Stored data
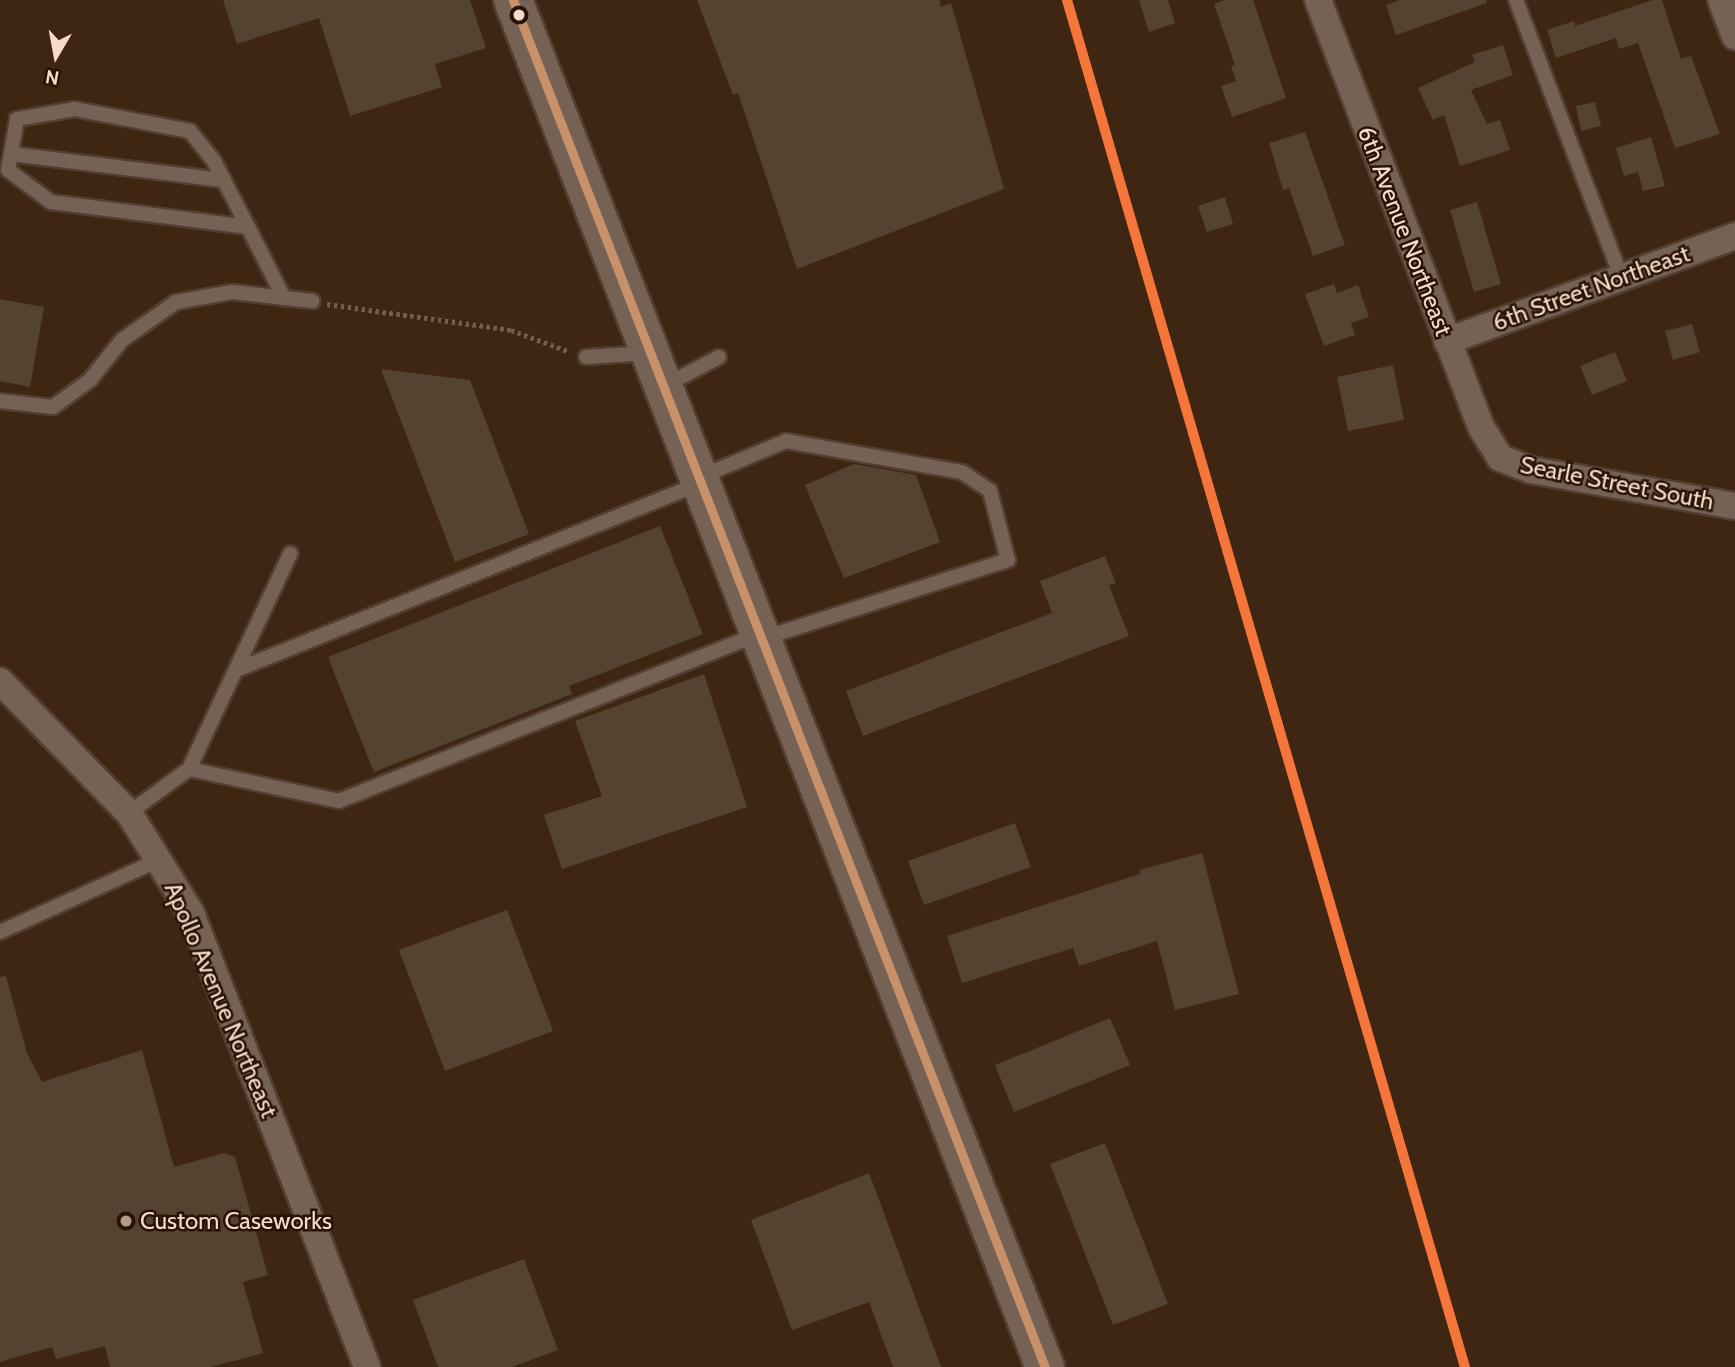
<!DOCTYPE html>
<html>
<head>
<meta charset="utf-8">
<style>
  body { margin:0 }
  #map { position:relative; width:1735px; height:1367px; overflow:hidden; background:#3f2612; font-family:Cabin,sans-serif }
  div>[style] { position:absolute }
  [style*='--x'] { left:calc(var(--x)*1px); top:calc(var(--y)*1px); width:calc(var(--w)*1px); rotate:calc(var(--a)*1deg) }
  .building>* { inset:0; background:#554331 }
  .path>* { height:4.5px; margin-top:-2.25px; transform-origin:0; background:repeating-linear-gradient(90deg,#715e51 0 3.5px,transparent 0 7px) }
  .roads { filter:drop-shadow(2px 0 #523f32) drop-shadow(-2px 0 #523f32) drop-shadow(0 2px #523f32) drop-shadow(0 -2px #523f32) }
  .lane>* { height:14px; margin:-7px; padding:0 7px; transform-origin:7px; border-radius:7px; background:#766255 }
  .street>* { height:26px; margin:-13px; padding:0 13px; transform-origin:13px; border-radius:13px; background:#766255 }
  .secondary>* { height:38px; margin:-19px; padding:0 19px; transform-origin:19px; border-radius:19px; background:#766255 }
  .rail>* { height:5px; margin-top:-2.5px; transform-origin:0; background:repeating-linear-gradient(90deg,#766253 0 3.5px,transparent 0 10.5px) }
  .bus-1>* { height:9px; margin:-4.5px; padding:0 4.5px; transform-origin:4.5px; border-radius:4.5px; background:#c7916a }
  .rail-1>* { height:10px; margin:-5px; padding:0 5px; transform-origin:5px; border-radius:5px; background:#f5763a }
  .dots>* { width:19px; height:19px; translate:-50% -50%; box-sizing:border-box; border:4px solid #281407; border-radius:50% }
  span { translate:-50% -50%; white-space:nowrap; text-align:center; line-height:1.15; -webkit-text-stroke:5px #281407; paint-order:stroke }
  .street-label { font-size:24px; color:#f8dac9 }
  .poi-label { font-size:24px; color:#f8dac9 }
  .left { translate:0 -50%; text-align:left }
  .north { position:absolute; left:21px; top:21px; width:70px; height:70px; -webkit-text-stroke:5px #281407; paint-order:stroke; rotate:190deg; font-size:19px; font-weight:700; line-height:28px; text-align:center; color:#f8dac9 }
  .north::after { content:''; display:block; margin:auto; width:24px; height:32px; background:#f8dac9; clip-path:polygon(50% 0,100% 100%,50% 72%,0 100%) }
</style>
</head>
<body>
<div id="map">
  <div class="building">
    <div style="clip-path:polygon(223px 0,470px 0,486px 48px,435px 64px,442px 87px,350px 116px,319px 18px,237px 44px)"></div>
    <div style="clip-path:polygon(697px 0,939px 0,941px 7px,951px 3px,1004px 189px,797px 269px,738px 93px,733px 95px)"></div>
    <div style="clip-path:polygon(1139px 0,1168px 0,1175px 23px,1149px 32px)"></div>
    <div style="clip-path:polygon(1225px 0,1253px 0,1286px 98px,1232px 117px,1221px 86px,1236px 81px,1231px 66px,1235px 65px,1214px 4px)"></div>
    <div style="clip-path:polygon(1400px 0,1486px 0,1487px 3px,1396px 35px,1386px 5px)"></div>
    <div style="clip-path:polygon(1653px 0,1662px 0,1681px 59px,1691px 56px,1720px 134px,1675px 148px,1638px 43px,1619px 49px,1616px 38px,1556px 58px,1547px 30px,1574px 21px,1575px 26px)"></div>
    <div style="clip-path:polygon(1503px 45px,1513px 75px,1471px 90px,1487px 124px,1500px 120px,1510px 150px,1460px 166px,1444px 115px,1433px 120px,1418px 88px,1475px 62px,1472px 55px)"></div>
    <div style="clip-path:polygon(1595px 102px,1601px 126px,1581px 131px,1576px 106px)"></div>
    <div style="clip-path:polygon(1305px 132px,1345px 245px,1313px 256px,1289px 188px,1283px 190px,1269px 143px)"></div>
    <div style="clip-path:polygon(1651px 137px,1665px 186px,1643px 191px,1638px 172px,1624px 176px,1616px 148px)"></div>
    <div style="clip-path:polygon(1225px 197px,1233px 224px,1207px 232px,1198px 206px)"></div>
    <div style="clip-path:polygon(1477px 202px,1501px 284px,1474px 292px,1450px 210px)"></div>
    <div style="clip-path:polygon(1334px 284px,1337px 293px,1358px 285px,1369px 317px,1351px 323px,1355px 335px,1324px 346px,1305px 294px)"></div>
    <div style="clip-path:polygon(0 299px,44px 307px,30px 387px,0 381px)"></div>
    <div style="clip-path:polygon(1692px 324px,1700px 352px,1673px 360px,1665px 331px)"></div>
    <div style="clip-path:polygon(1615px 352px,1627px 381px,1592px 395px,1580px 366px)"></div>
    <div style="clip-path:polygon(1393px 365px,1404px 420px,1348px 431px,1337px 377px)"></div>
    <div style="clip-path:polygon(381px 369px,470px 380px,529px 534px,455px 562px)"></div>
    <div style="clip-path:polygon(854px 464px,916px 475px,940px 542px,844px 578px,805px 485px)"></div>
    <div style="clip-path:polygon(660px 526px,703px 634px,569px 686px,572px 694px,374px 772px,328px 657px)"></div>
    <div style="clip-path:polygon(1105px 556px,1116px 583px,1109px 585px,1129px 636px,863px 736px,846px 691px,1052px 613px,1040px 581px)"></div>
    <div style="clip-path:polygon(704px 674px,747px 807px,562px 869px,544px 815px,602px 796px,575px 721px)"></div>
    <div style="clip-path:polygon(1015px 823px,1031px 867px,924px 905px,908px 861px)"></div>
    <div style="clip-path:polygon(1202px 853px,1239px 994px,1175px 1010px,1157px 941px,1079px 966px,1073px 948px,962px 983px,947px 936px,1140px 874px,1139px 870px)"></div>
    <div style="clip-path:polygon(507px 910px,553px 1031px,445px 1071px,399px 950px)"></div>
    <div style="clip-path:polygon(6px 976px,27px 1053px,42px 1082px,142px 1050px,174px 1167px,224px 1153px,235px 1157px,268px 1275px,243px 1282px,263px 1353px,211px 1367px,110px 1367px,105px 1346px,56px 1359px,52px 1347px,0 1362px,0 977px)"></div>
    <div style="clip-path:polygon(1110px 1018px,1130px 1065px,1014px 1112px,995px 1065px)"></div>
    <div style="clip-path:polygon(1105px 1143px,1168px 1304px,1113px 1325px,1050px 1164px)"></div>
    <div style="clip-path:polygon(869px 1173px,941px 1367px,893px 1367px,869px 1302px,792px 1330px,751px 1220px)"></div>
    <div style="clip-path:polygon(524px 1259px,558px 1350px,512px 1367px,438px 1367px,413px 1300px)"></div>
  </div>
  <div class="path">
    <div style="--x:327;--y:304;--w:186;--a:8"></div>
    <div style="--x:511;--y:330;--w:61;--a:20.2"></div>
  </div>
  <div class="roads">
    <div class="lane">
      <div style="--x:1516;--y:0;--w:296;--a:69.2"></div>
      <div style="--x:11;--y:154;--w:215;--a:7"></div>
      <div style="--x:248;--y:227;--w:74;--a:-117.3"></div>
      <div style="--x:214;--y:161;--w:38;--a:-129"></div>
      <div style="--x:190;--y:131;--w:117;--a:-169.2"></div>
      <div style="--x:75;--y:109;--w:59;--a:170.2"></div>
      <div style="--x:17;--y:119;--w:52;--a:100"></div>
      <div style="--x:8;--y:170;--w:54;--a:36.7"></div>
      <div style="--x:51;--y:202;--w:199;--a:7.2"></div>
      <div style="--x:248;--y:227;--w:80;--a:63.1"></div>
      <div style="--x:586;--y:357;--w:61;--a:-3.8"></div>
      <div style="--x:664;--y:386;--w:62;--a:-27.8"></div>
      <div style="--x:0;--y:401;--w:53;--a:6.5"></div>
      <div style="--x:53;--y:407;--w:46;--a:-36.1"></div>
      <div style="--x:90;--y:380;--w:51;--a:-51.3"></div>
      <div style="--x:122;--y:340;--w:66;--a:-35.1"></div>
      <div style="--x:176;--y:302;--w:57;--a:-10.1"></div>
      <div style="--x:232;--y:292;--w:81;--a:6.4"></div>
      <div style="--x:700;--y:477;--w:93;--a:-22.7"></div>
      <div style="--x:786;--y:441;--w:179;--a:10"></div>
      <div style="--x:962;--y:472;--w:34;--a:34"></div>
      <div style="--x:990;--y:491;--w:71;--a:75.4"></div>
      <div style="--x:1008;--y:560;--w:256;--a:162.3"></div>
      <div style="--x:236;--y:670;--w:499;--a:-21.9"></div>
      <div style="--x:189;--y:769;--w:153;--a:12"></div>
      <div style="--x:339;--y:801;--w:450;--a:-21.7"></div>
      <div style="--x:129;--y:813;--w:74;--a:-36.3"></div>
      <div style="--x:189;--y:769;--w:238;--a:-64.8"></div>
      <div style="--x:0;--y:932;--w:177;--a:-24.4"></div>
    </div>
    <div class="street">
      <div style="--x:1318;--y:0;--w:457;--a:69.1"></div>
      <div style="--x:1481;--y:427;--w:36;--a:58"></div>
      <div style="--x:1500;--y:458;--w:33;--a:21"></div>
      <div style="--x:1531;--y:470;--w:207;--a:10"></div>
      <div style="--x:1721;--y:0;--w:39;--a:69"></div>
      <div style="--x:1447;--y:341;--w:307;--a:-20"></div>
      <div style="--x:0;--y:681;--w:185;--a:45.7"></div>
      <div style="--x:129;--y:813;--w:118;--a:58.2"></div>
      <div style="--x:191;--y:913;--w:487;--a:68.8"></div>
    </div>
    <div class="secondary">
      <div style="--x:513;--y:0;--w:1467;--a:68.74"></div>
    </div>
  </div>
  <div class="rail">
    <div style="--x:1067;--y:0;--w:1424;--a:73.77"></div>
  </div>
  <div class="bus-1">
    <div style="--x:513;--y:0;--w:1467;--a:68.74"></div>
  </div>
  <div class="rail-1">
    <div style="--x:1067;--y:0;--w:1424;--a:73.77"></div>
  </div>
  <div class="dots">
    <div style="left:519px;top:15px;background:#f8dac9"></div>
    <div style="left:126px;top:1221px;background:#b79b89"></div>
  </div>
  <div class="street-label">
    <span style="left:1405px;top:231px;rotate:69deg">6th Avenue Northeast</span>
    <span style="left:1591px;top:288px;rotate:-20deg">6th Street Northeast</span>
    <span style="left:1617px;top:483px;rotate:11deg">Searle Street South</span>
    <span style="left:221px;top:1000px;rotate:67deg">Apollo Avenue Northeast</span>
  </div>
  <div class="poi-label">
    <span class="left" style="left:140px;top:1221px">Custom Caseworks</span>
  </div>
  <div class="north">N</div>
</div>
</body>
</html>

TASK TO COMPLETE -> Please return all lines above in which the string "roads" is found.

TASK SOLUTION ->
  .roads { filter:drop-shadow(2px 0 #523f32) drop-shadow(-2px 0 #523f32) drop-shadow(0 2px #523f32) drop-shadow(0 -2px #523f32) }
  <div class="roads">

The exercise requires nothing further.